Trümper worked as an assistant professor at the Heidelberg University Department of Classics (1993–2003). After holding visiting positions at the Center for Hellenic Studies (2003–2004) and Johns Hopkins University (2004–2005), she worked as an assistant professor of classical archaeology at University of North Carolina at Chapel Hill Department of Classics starting in 2005. She was promoted to associate professor in 2008 and full professor in 2013. She also became a full professor of classical archaeology at the Free University of Berlin Institute of Classical Archaeology in 2013.
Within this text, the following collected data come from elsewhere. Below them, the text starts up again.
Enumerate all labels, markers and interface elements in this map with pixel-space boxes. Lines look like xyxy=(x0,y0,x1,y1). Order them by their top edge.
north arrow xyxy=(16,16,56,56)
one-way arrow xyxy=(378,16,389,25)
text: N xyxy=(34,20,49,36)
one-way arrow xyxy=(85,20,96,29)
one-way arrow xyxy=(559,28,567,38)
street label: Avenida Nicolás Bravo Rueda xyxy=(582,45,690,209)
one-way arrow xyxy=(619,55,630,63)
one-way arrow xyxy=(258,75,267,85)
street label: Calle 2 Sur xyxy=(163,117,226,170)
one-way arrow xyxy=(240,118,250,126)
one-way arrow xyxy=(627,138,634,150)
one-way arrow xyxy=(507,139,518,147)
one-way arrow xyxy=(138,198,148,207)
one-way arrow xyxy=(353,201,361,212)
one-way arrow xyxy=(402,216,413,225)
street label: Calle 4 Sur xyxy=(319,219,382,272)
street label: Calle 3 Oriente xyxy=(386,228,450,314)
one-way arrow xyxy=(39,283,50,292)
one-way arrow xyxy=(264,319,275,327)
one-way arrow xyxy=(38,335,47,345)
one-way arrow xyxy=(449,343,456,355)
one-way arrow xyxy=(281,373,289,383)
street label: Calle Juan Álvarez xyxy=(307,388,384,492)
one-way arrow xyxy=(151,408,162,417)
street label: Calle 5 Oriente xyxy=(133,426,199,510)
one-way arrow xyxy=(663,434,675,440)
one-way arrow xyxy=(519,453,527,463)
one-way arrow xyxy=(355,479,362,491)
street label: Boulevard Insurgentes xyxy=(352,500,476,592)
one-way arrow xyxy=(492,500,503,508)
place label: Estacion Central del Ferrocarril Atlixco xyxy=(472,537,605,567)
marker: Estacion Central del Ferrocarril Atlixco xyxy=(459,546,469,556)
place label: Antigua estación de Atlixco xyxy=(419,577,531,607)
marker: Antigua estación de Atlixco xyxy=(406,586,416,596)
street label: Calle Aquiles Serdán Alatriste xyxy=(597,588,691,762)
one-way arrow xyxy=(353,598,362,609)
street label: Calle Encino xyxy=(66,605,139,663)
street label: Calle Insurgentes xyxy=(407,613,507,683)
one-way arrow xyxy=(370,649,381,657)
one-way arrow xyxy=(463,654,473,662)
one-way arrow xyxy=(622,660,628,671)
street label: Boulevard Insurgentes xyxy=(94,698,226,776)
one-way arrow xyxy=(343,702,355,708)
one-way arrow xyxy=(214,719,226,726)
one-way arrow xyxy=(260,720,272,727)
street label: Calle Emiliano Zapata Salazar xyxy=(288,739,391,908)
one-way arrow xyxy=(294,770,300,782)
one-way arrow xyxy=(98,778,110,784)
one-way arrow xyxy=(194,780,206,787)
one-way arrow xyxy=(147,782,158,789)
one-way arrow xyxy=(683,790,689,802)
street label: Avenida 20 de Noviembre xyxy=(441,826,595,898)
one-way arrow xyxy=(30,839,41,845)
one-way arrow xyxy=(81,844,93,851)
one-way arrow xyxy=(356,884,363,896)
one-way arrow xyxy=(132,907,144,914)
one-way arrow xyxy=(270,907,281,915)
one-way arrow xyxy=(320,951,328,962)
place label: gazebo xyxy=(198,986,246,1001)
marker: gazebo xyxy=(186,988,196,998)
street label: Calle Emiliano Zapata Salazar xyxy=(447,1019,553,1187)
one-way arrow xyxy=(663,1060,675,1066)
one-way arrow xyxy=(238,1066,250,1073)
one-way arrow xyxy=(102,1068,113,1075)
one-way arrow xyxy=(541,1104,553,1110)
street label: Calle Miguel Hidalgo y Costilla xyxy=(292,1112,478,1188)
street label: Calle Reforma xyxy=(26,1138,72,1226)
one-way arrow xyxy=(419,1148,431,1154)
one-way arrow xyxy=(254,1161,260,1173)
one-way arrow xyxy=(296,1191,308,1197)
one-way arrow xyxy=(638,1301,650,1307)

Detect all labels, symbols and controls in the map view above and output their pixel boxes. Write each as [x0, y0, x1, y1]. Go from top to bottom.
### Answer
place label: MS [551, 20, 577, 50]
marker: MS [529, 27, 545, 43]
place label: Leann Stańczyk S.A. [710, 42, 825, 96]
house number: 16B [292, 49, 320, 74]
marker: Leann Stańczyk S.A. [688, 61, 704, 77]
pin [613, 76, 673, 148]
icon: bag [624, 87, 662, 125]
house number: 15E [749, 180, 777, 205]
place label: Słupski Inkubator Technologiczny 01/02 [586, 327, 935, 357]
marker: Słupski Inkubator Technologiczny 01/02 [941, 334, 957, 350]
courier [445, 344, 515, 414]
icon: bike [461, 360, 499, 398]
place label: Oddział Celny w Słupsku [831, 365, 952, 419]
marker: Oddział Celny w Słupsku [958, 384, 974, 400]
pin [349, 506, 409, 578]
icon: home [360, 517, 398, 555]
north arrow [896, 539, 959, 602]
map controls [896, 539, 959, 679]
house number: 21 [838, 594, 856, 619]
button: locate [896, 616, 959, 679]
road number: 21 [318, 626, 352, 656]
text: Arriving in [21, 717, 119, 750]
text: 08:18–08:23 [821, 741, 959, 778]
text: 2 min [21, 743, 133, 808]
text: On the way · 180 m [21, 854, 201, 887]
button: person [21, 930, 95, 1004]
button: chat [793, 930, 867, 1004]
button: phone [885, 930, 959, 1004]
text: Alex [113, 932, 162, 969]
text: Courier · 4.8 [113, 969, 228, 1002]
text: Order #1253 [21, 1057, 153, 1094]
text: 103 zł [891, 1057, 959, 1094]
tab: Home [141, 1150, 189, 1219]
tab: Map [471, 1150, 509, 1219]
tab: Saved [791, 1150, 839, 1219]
Trümper's research centers on Greek and Roman archaeology, architecture, and urbanism. She was author of Kaffee und Kaufleute: Guatemala und der Hamburger Handel (1871–1914), the seventh volume of Historia latinoamericana en la Universidad de Hamburgo published in 1996. She wrote two archaeology books on Delos: Wohnen in Delos (2001), which examines "the symbolic use of the houses at Delos to convey messages about the status of their occupants", and Die "Agora des Italiens" in Delos (2008), which is based on her 2004 habilitation thesis and argues that the Agora of the Italians was a garden. In 2009, she published Graeco-Roman Slave Markets: Fact or Fiction? after working on it as a 2008–2009 National Humanities Center Fellow. She was also a contributor to Tonio Hölscher's 2002 book Klassische Archäologie: Grundwissen. In 2011, she was awarded a Guggenheim Fellowship in Classics.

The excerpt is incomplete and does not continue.